2017年にはメーランカム学校に図書館を建てました

 

貧困地域の村なので、これまでは義務教育を終えるとすぐに家の畑を手伝ったり、、町に働き出たりする子どもがほとんどでした。女の子は結婚することも多く、10代のうちに2人~3人の子どもがいる人も少なくありませんでした。しかし、校長先生から、今年の中学3年生は、ほとんど全員が高校や専門学校に進学する予定と聞きました。これは、以前には考えられないほどの進学率です。

 

 

メーランカム学校の卒業生、先生になり戻ってきました

 

 

この村には、現在も特別な産業はなく、自給自足の暮らしは以前のままです。経済的に豊かになったわけではないのに、このような変化が起きたのは、この学校で最初に教育を受けた子どもたちが親となり、学校や教育の大切さを、身をもって感じているのが大きな理由のようです。ここ数年、学校の保護者会に参加する親も増えてきました。

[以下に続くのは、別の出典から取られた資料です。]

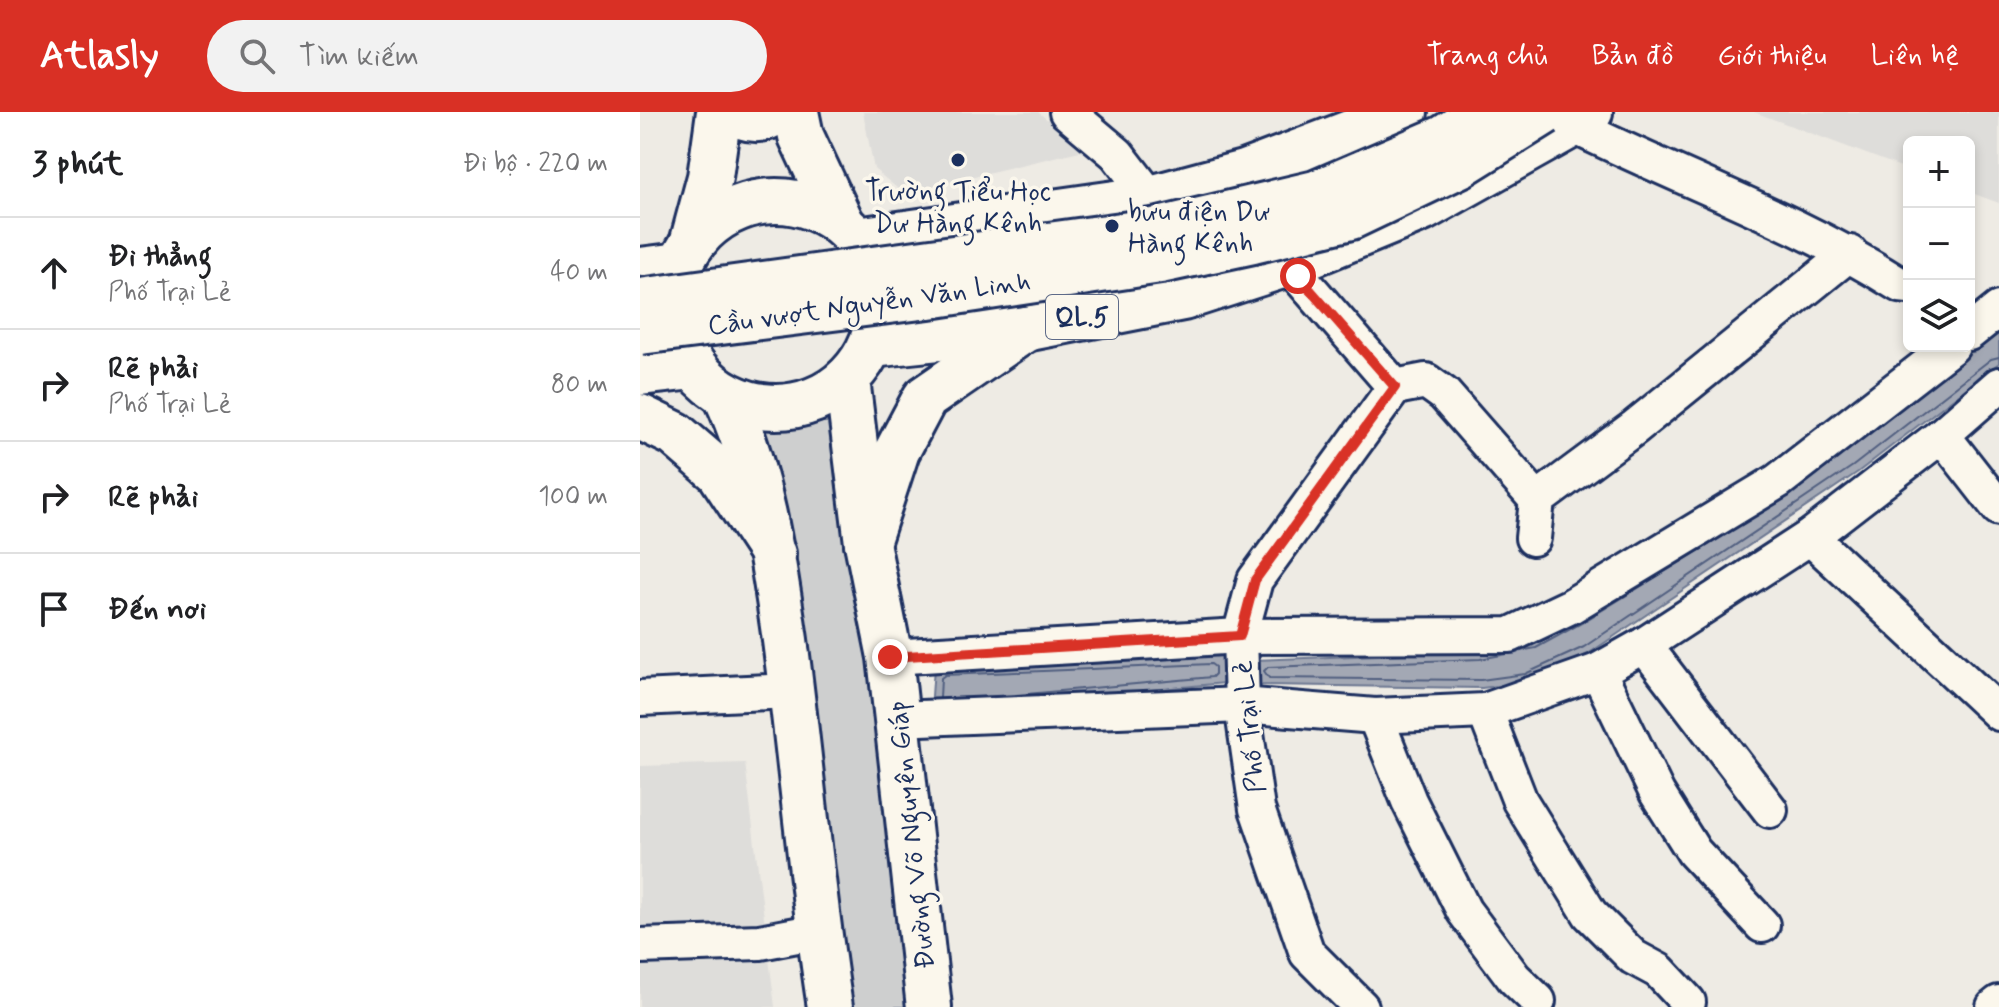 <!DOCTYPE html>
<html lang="vi">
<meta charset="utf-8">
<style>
body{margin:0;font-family:Mynerve,sans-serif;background:#f2f2f2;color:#202124}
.controls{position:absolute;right:24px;top:24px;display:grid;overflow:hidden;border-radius:12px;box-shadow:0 4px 12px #0003}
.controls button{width:72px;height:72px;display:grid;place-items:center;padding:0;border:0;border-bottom:2px solid #e0e0e0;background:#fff;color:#202124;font:40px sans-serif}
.stop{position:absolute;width:24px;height:24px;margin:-18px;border:6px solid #d93025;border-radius:50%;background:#fff}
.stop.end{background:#d93025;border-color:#fff;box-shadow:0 2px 8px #0008}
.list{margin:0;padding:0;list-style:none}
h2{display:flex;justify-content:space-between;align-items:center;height:104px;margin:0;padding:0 32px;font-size:34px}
h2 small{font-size:26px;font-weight:400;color:#757577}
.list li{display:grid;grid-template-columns:52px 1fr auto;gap:24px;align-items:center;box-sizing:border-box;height:112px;padding:0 32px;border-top:2px solid #e0e0e0}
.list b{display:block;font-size:30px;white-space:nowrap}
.list p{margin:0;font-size:26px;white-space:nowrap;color:#757577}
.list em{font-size:26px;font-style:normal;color:#757577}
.icon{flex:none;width:44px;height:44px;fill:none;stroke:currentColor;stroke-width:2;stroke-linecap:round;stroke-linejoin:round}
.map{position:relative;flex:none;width:1359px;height:895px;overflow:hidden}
header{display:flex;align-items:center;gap:48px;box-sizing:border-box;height:112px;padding:0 40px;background:#d93025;color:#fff}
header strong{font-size:38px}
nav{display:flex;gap:44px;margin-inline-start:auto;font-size:28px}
.search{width:560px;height:72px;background:#f2f2f2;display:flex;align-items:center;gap:20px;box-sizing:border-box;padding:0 28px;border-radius:44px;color:#757577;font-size:30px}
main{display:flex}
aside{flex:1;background:#fff}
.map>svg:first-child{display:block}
.built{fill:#deddda}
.green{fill:#cecfcf;stroke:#747f96;stroke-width:2}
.water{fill:#a3a8b4;stroke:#6d7892;stroke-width:2}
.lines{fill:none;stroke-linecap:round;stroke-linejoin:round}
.shore{stroke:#515f80;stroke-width:2}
.minor-casing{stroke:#1b2f5e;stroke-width:40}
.major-casing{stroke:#1b2f5e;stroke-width:50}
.highway-casing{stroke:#1b2f5e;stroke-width:50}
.minor{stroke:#fbf7ec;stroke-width:34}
.major{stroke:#fbf7ec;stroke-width:44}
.highway{stroke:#fbf7ec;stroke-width:44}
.highway-bridge-casing{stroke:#1b2f5e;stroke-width:50;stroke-linecap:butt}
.highway-bridge{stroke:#fbf7ec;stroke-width:44}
.route{stroke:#d93025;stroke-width:10}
.poi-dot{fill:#1b2f5e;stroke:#fbf7ec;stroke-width:3}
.labels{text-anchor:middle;stroke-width:7;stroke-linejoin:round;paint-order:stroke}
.shield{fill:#fbf7ec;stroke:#5e6b89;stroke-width:2}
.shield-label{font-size:26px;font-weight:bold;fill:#1b2f5e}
.poi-label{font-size:28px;fill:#1b2f5e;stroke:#fbf7ec}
.street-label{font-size:28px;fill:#1b2f5e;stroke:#fbf7ec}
</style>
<header>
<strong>Atlasly</strong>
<div class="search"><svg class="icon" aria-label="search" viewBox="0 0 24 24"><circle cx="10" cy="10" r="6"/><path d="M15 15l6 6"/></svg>Tìm kiếm</div>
<nav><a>Trang chủ</a><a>Bản đồ</a><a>Giới thiệu</a><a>Liên hệ</a></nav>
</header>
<main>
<aside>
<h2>3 phút<small>Đi bộ · 220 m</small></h2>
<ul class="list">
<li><svg class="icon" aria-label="ahead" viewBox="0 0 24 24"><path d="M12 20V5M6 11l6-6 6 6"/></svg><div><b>Đi thẳng</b><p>Phố Trại Lẻ</p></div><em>40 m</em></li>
<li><svg class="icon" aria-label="right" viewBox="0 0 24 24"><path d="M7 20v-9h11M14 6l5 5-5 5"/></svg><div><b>Rẽ phải</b><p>Phố Trại Lẻ</p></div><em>80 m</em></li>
<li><svg class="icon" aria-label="right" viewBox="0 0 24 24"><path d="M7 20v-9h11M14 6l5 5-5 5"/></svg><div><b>Rẽ phải</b></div><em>100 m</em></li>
<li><svg class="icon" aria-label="arrive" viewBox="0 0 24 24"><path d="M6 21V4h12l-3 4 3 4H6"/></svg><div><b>Đến nơi</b></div></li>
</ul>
</aside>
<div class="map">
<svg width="1359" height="895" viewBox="0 0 1359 895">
<rect width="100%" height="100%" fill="#eeebe4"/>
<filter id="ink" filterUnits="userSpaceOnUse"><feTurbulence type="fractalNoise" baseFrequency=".0125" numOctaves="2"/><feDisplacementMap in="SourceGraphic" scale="16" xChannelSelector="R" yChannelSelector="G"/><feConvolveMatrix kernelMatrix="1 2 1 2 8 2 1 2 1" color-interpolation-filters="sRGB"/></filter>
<g filter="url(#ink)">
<g class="built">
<path d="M223 0H398L444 38 263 81 234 57Z"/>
<path d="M1114 0H1359V91L1329 80V30H1269V58Z"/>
<path d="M105 651 135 895H0V654Z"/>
</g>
<path class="green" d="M182 310H189L193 319 227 550 270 895H207L123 324 125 318 131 315 157 317Z"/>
<g class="water">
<path d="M1359 208V251L1218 360 948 542 887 570 842 576 618 573 615 548 840 539Z"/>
<path d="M583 543 584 571 291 599 294 555Z"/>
</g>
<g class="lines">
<g class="shore">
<path d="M880 539 896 536 943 510 1070 432"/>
<path d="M867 542 840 547 628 555 624 559 629 566 841 568 885 562 944 535 1213 354 1351 247 1359 245"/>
<path d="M300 586 301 566 305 563 571 552 575 555V562L572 565 376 583"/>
</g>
<defs>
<g id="minor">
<path d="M427 0 477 42 511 86"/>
<path d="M932 13C1041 67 1158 108 1260 173L1269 174"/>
<path d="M648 152 755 275 615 468 600 524 602 593 617 697 667 841 721 895"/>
<path d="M1329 221 1359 197"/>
<path d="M755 275 786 269 804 282 897 388"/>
<path d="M1302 323 1359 396"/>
<path d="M1170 425 1359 601"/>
<path d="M893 426 897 388 994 316 1210 141"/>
<path d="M1004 533 1130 698"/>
<path d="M250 545 600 524 870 523 931 494 1138 369 1312 234"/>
<path d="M958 559 1017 681 1054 740 1122 813"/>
<path d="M0 586 151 579"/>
<path d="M845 599 880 689 950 802 993 845 1019 859 1048 890"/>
<path d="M735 604 769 689 824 799 874 866 898 889"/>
<path d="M256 607 602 593 735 604 845 599 958 559 1004 533 1170 425 1302 323 1359 273"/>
<path d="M0 834 120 830 178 819"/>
<path d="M1354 895 1359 891"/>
</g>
<g id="major">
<path d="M95 0C107 9 124 10 136 0"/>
<path d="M156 0 161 24 202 112"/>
<path d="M52 132 70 65 79 0"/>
<path d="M207 267 227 431 250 545 289 895"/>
<path d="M85 282C121 359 133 445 145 528 161 650 171 773 190 895"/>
</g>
<g id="highway">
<circle cx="136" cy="192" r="103"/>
<path d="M217 128 511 86 604 61 765 0"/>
<path d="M0 158 40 153"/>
<path d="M231 233 385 217 543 186 648 152 782 97 932 13 950 0"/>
<path d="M0 261 54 255"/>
<path d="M0 305 35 322 79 360 133 442"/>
<path d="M227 431 257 339 285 286 384 218"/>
</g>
</defs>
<use href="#minor" class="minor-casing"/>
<use href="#major" class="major-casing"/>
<use href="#highway" class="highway-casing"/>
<use href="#minor" class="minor"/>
<use href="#major" class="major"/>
<use href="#highway" class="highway"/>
<defs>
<g id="highway-bridge">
<path d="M0 189 519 118 676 81 804 26 844 0"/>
<path d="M0 220 289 184 520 149 613 129 711 105 820 53 905 0"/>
</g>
</defs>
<use href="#highway-bridge" class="highway-bridge-casing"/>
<use href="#highway-bridge" class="highway-bridge"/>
</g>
</g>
<g class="lines" filter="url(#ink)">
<path class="route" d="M250 545 600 524 615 468 755 275 658 164"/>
</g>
<g class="poi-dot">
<circle cx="318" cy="48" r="8"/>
<circle cx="472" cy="114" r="8"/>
</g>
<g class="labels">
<rect class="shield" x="406" y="183" width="72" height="44" rx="6"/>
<g class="shield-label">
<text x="442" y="214">QL.5</text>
</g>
<g class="poi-label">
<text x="318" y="88">Trường Tiểu Học<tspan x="318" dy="32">Dư Hàng Kênh</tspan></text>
<text x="488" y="108" text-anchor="start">bưu điện Dư<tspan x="488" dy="32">Hàng Kênh</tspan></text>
</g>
<g class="street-label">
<text transform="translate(229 190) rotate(-8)" y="10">Cầu vượt Nguyễn Văn Linh</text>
<text transform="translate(608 615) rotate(-96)" y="10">Phố Trại Lẻ</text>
<text transform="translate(270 723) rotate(-96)" y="10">Đường Võ Nguyên Giáp</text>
</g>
</g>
</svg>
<div class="controls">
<button>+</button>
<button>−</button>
<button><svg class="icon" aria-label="layers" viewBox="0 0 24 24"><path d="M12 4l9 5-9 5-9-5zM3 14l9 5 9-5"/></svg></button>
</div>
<div class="stop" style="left:658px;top:164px"></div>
<div class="stop end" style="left:250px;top:545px"></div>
</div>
</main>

親が教育を受けていると、宿題を見ることができ、勉強の進み具合も上がっているとのことです。タイ北部の学習発表会などでも良い成績を取る子どもが増えてきているということも報告がありました。村の発展に関心を持つ卒業生も多く、苦労して進学し、教員として学校に戻ってきた人もいます。こうしたことからも、学習環境を整えるということは非常に大切だと思います。

 

メーランカム学校の給食の様子

 

 

-子どもたちが勉強を続けるということには、大きな可能性があるようですね。

 

マリ:ラオスではまだ教科書を持っていない子も多いのですが、このプロジェクトが浸透して全員が教科書を持って勉強することができるようになると、必ず村の発展につながると確信しています。タイ北部の村の例では、20年くらい経てから大きな変化が出てきました。教科書を送ってすぐに結果が出るというものではありませんが、教育の効果はじわじわと浸透して、大きな力になると思います。また、贈った教科書は個人のものとなるわけではなく、学校で保存し、下の学年に順送りにして使用されます。そのため、1冊の教科書は、10年くらいは使用可能ですので、みなさまのご寄付は、10年間も大切にされ、子どもたちの将来の可能性に大きく寄与することになります。

 

 

リス族の生徒と

 

このプロジェクトによって教育を受ける子どもたちの将来を、私も心から楽しみにしています。みなさまのご協力、本当にありがとうございました。